DataDog / helm-charts

Helm charts for Datadog products
Apache License 2.0
346 stars 1.01k forks source link

Kubernetes State Metrics Core does not work in Datadog 3.30.5 #1056

Closed elldritch closed 1 year ago

elldritch commented 1 year ago

Describe what happened:

We upgraded to Datadog 3.30.5 this morning and experienced an issue where kubernetes_state.* metrics suddenly stopped working. In the kubectl logs of the cluster-agent pod, we found:

root@dev-tools-datadog-cluster-agent-74d44c8545-7nkfc:/# grep ERR /var/log/datadog/cluster-agent.log 
2023-05-23 18:33:57 UTC | CLUSTER | ERROR | (pkg/collector/corechecks/loader.go:72 in Load) | core.loader: could not configure check kubernetes_state_core: resource apiservices does not exist.

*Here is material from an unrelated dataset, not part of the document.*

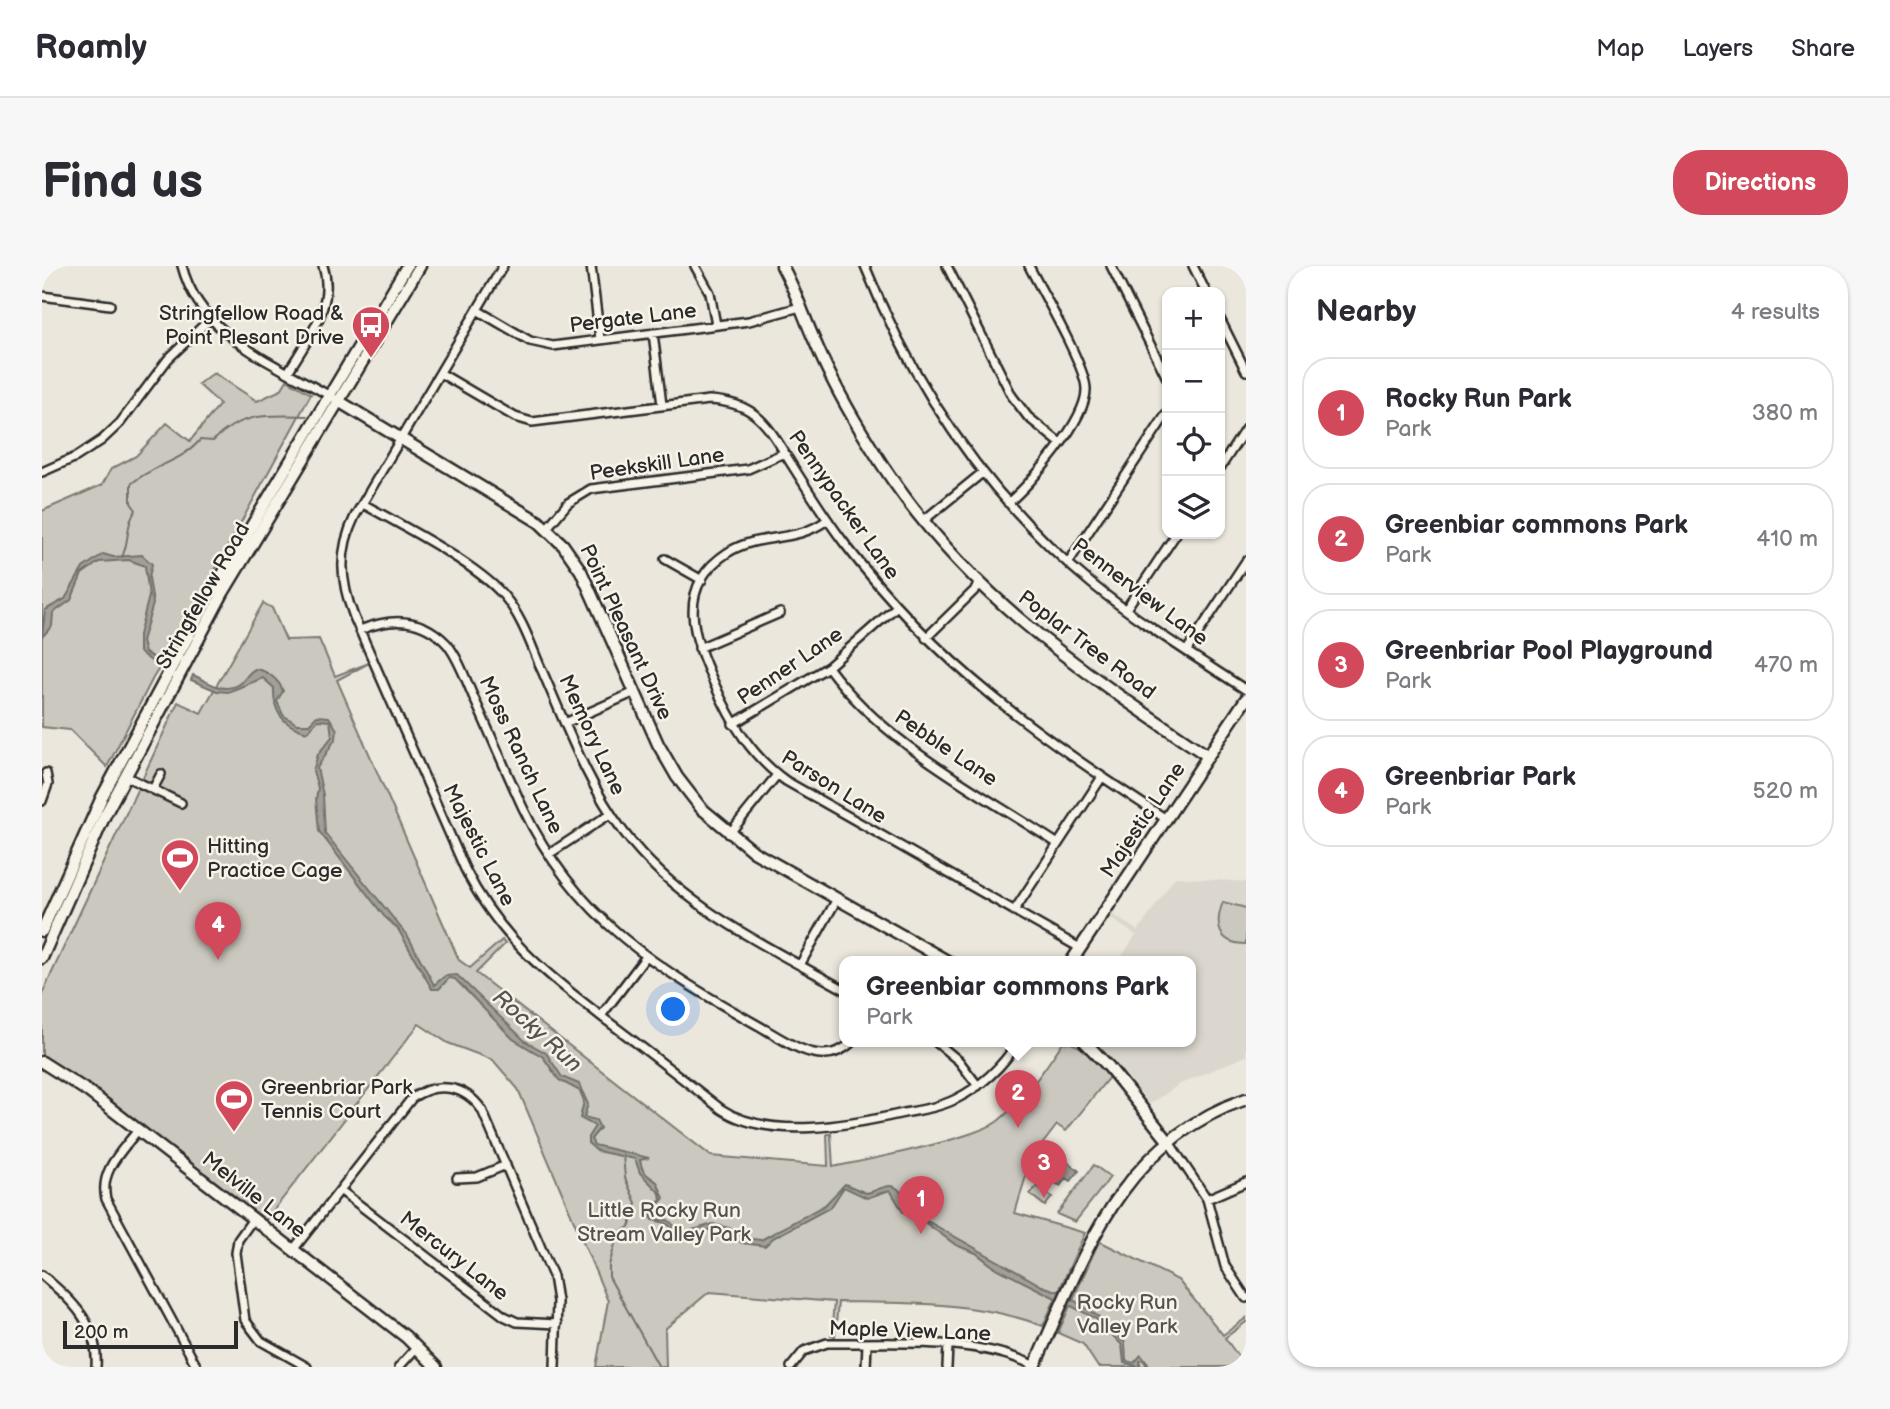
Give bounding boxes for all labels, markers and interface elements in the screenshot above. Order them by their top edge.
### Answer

Available resources: secrets,statefulsets,services,verticalpodautoscalers,certificatesigningrequests,daemonsets,namespaces,replicationcontrollers,pods,storageclasses,endpoints,networkpolicies,nodes,persistentvolumeclaims,replicasets,clusterroles,configmaps,clusterrolebindings,leases,ingresses,poddisruptionbudgets,volumeattachments,rolebindings,validatingwebhookconfigurations,horizontalpodautoscalers,limitranges,persistentvolumes,resourcequotas,mutatingwebhookconfigurations,roles,serviceaccounts,cronjobs,deployments,ingressclasses,jobs
2023-05-23 18:33:57 UTC | CLUSTER | ERROR | (pkg/collector/scheduler.go:201 in getChecks) | Unable to load a check from instance of config 'kubernetes_state_core': Core Check Loader: Could not configure check kubernetes_state_core: resource apiservices does not exist. Available resources: secrets,statefulsets,services,verticalpodautoscalers,certificatesigningrequests,daemonsets,namespaces,replicationcontrollers,pods,storageclasses,endpoints,networkpolicies,nodes,persistentvolumeclaims,replicasets,clusterroles,configmaps,clusterrolebindings,leases,ingresses,poddisruptionbudgets,volumeattachments,rolebindings,validatingwebhookconfigurations,horizontalpodautoscalers,limitranges,persistentvolumes,resourcequotas,mutatingwebhookconfigurations,roles,serviceaccounts,cronjobs,deployments,ingressclasses,jobs
2023-05-23 18:33:57 UTC | CLUSTER | ERROR | (pkg/collector/scheduler.go:248 in GetChecksFromConfigs) | Unable to load the check: unable to load any check from config 'kubernetes_state_core'

We suspect that this is related to a change that occurred in https://github.com/DataDog/helm-charts/compare/datadog-3.30.4...datadog-3.30.5, specifically https://github.com/DataDog/helm-charts/pull/1055.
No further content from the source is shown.